**WHAT TO PRODUCE**
From the line with "c.font = font" to the line with "[239,487,286,395]", retype every line exactly, including those two, and leave out the rest of the data below.

**INPUT DATA**
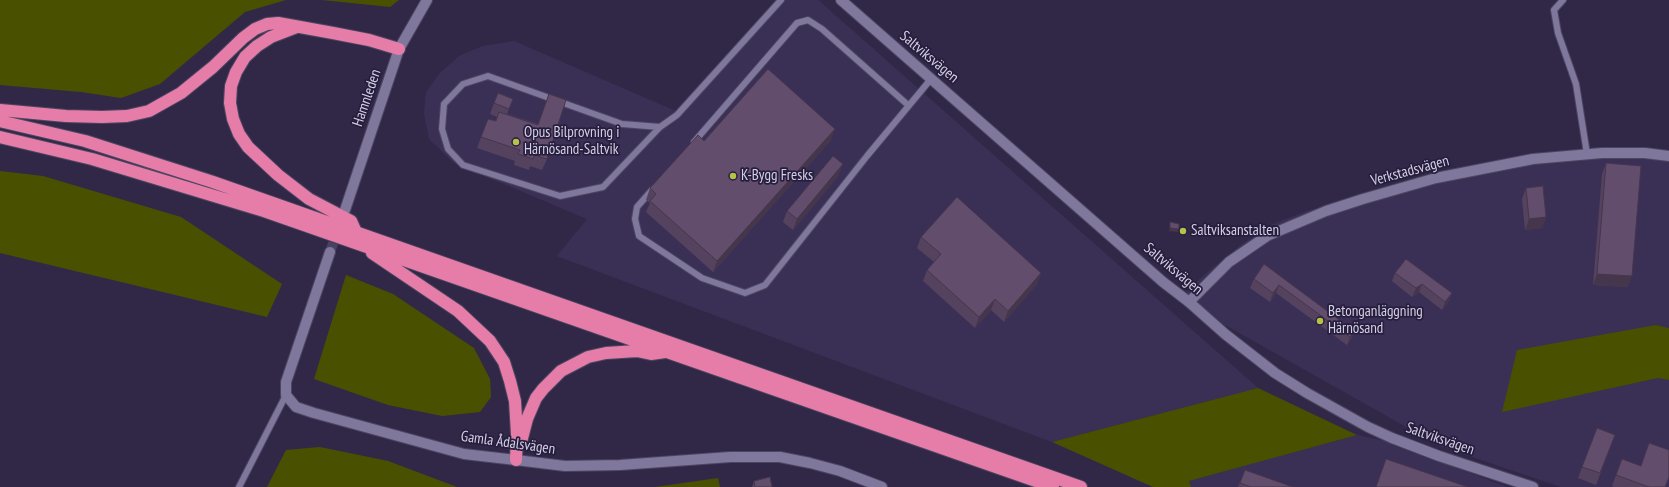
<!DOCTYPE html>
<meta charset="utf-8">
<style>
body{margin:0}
canvas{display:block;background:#312848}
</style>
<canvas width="1669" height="487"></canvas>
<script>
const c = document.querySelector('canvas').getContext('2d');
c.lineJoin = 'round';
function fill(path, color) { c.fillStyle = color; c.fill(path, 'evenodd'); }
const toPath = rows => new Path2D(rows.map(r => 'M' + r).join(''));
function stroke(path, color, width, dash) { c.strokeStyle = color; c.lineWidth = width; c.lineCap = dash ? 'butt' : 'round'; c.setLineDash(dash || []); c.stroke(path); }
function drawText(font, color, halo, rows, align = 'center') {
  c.font = font + ' "PT Sans Narrow",sans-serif'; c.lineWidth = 3.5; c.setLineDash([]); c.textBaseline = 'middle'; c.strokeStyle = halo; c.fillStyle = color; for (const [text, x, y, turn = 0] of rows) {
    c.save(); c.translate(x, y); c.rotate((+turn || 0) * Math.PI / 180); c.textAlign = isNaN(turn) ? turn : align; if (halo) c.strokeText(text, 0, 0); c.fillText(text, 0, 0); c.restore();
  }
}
fill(toPath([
 [779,0,818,0,1258,388,1052,442,557,256,587,219,454,163,429,139,424,114,426,92,440,73,459,56,483,46,514,41,678,112],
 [1669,152,1669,328,1656,325,1502,411,1658,378,1669,380,1669,487,1561,487,1440,446,1179,299,1204,275,1242,244,1273,224,1307,211,1375,192,1482,165],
 [1357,435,1385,441,1507,487,1191,487,1189,481]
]), '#3a3056');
fill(toPath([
 [0,0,286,0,245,12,160,84,121,98,81,92,0,85],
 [322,0,399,0,390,7],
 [0,171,43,176,181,217,282,284,267,317,0,253],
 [346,275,393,294,474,348,490,379,491,397,480,412,442,416,388,405,314,379],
 [1656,325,1669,328,1669,380,1658,378,1502,412,1517,350],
 [1258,388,1357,435,1189,481,1191,487,1153,487,1052,442],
 [320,447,388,461,457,487,267,487,286,450],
 [718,478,720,487,655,487]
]), '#495000');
stroke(toPath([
 [330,252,338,229]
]), '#494160', 10, [10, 5]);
const lane = toPath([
 [1563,0,1554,10,1558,33,1576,84,1587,154],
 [660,127,622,124,488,76,463,84,444,104,442,129,448,149,463,165,560,196,603,187,660,127,677,115,781,0],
 [694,142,797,23,808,20,822,29,908,105],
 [652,190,637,207,635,219,639,236,702,278,745,293,765,285,867,156,931,79],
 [239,487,286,395]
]);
const street = toPath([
 [1189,302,1229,262,1267,236,1326,211,1363,199,1436,178,1533,159,1602,153,1645,153,1669,156],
 [516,460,565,466,620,465,730,457,780,457,810,463,840,471,882,487]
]);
const secondary = toPath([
 [841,0,1163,282,1189,302,1225,334,1275,373,1307,393,1368,427,1392,438,1439,456,1533,487],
 [345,210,399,49,427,0],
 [330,252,286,382,286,395,296,407,314,413,464,454,516,460]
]);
const highway = toPath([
 [297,27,271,37,257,46,245,57,236,72,231,86,230,103,233,119,239,134,248,147,278,175,309,199,351,221,356,232],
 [0,110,66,116,102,117,127,116,149,111,181,93,213,67,243,38,255,29,267,24,278,23,333,33,369,40,399,49],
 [0,121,85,141,213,182,1081,487],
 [0,137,92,159,264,211,1053,487],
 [372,253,458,311,490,341,504,362,510,381,515,401,517,434,516,460],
 [521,442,527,419,536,398,543,389,561,371,588,357,606,353,637,351,651,354,665,352]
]);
stroke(lane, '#4d4661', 8);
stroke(street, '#4d4661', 12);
stroke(secondary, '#4d4661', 12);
stroke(highway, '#4d4661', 14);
stroke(lane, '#80779d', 6);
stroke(street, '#80779d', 10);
stroke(secondary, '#80779d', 10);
stroke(highway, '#e67ca8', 12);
fill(toPath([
 [549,94,547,159,542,170,530,166,529,170,514,165,515,161,477,148,488,119,496,121,497,117,490,114,494,103,513,99,507,114,538,124],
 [831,140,713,272,646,212,650,203,646,200,650,188,704,141],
 [1606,163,1628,287,1593,285,1602,174],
 [839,175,793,230,783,222,787,211],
 [1526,188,1546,217,1542,228,1525,230,1522,199],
 [921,237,1041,273,1037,284,1004,322,991,310,975,328,923,281,927,270,934,262,917,248],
 [1264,264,1354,331,1351,339,1347,345,1276,293,1270,302,1250,288,1254,279],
 [1395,273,1452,293,1448,302,1442,310,1419,292,1412,297,1392,281],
 [1597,428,1615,435,1596,485,1578,478],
 [1622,459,1665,487,1614,487,1612,486],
 [1245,470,1293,487,1238,487],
 [754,481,772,487,752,487]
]), '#55425e');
fill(toPath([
 [835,129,831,140,713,272,717,261],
 [843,164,839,175,793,230,797,219],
 [1546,217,1542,228,1525,230,1529,219],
 [1170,228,1179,229,1178,232,1169,231],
 [1041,273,1037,284,1004,322,1008,311],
 [1597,274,1632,276,1628,287,1593,285],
 [1422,284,1419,292,1412,297,1416,288],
 [1279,285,1276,293,1270,302,1273,293],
 [1452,293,1448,302,1442,310,1445,302],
 [995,299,991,310,975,328,979,317],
 [1354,331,1351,339,1347,345,1350,337]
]), '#45364c');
const building = toPath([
 [768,69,835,129,717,261,650,201,656,194,650,188,698,135,704,141,768,69],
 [498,93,513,99,509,109,494,103,498,93],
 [549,94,566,100,547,159,534,155,533,159,518,154,520,150,481,137,488,119,496,121,499,112,538,125,549,94],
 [833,156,843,164,797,219,787,211,833,156],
 [1606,163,1641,166,1632,276,1597,274,1606,163],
 [1543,186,1546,217,1529,219,1526,188,1543,186],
 [957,197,1041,273,1008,311,995,299,979,317,927,270,941,254,921,237,957,197],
 [1170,222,1179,224,1179,229,1170,228,1170,222],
 [1406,259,1452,293,1445,302,1422,284,1416,288,1395,273,1406,259],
 [1264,264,1354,331,1350,337,1279,285,1273,293,1254,279,1264,264],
 [1597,428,1615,435,1600,473,1582,467,1597,428],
 [1649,443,1669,450,1669,477,1665,487,1649,487,1616,475,1622,459,1641,466,1649,443],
 [1386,459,1468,487,1376,487,1386,459],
 [1245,470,1293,487,1251,487,1240,483,1245,470],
 [770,477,772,487,755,487,754,481,770,477]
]);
fill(building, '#634d6d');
stroke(building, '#45364c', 1);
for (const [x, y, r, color] of [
 [516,142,4,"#b5c24a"],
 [733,176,4,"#b5c24a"],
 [1183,231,4,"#b5c24a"],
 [1320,321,4,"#b5c24a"]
]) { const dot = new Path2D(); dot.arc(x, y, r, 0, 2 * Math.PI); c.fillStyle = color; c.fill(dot); stroke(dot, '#271e3e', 1.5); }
drawText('15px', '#d4d0e5', '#271e3e', [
 ["Saltviksvägen",929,57,40],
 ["Hamnleden",367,98,-71],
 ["Verkstadsvägen",1410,171,-15],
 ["Saltviksvägen",1173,269,40],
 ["Saltviksvägen",1440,439,19],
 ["Gamla Ådalsvägen",508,443,8]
]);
drawText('15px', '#d4d0e5', '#271e3e', [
 ["Opus Bilprovning i",524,133],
 ["Härnösand-Saltvik",524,150],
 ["K-Bygg Fresks",741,176],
 ["Saltviksanstalten",1191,231],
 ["Betonganläggning",1328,312],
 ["Härnösand",1328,329]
], 'left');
</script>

**SOLVED PROBLEM**
  c.font = font + ' "PT Sans Narrow",sans-serif'; c.lineWidth = 3.5; c.setLineDash([]); c.textBaseline = 'middle'; c.strokeStyle = halo; c.fillStyle = color; for (const [text, x, y, turn = 0] of rows) {
    c.save(); c.translate(x, y); c.rotate((+turn || 0) * Math.PI / 180); c.textAlign = isNaN(turn) ? turn : align; if (halo) c.strokeText(text, 0, 0); c.fillText(text, 0, 0); c.restore();
  }
}
fill(toPath([
 [779,0,818,0,1258,388,1052,442,557,256,587,219,454,163,429,139,424,114,426,92,440,73,459,56,483,46,514,41,678,112],
 [1669,152,1669,328,1656,325,1502,411,1658,378,1669,380,1669,487,1561,487,1440,446,1179,299,1204,275,1242,244,1273,224,1307,211,1375,192,1482,165],
 [1357,435,1385,441,1507,487,1191,487,1189,481]
]), '#3a3056');
fill(toPath([
 [0,0,286,0,245,12,160,84,121,98,81,92,0,85],
 [322,0,399,0,390,7],
 [0,171,43,176,181,217,282,284,267,317,0,253],
 [346,275,393,294,474,348,490,379,491,397,480,412,442,416,388,405,314,379],
 [1656,325,1669,328,1669,380,1658,378,1502,412,1517,350],
 [1258,388,1357,435,1189,481,1191,487,1153,487,1052,442],
 [320,447,388,461,457,487,267,487,286,450],
 [718,478,720,487,655,487]
]), '#495000');
stroke(toPath([
 [330,252,338,229]
]), '#494160', 10, [10, 5]);
const lane = toPath([
 [1563,0,1554,10,1558,33,1576,84,1587,154],
 [660,127,622,124,488,76,463,84,444,104,442,129,448,149,463,165,560,196,603,187,660,127,677,115,781,0],
 [694,142,797,23,808,20,822,29,908,105],
 [652,190,637,207,635,219,639,236,702,278,745,293,765,285,867,156,931,79],
 [239,487,286,395]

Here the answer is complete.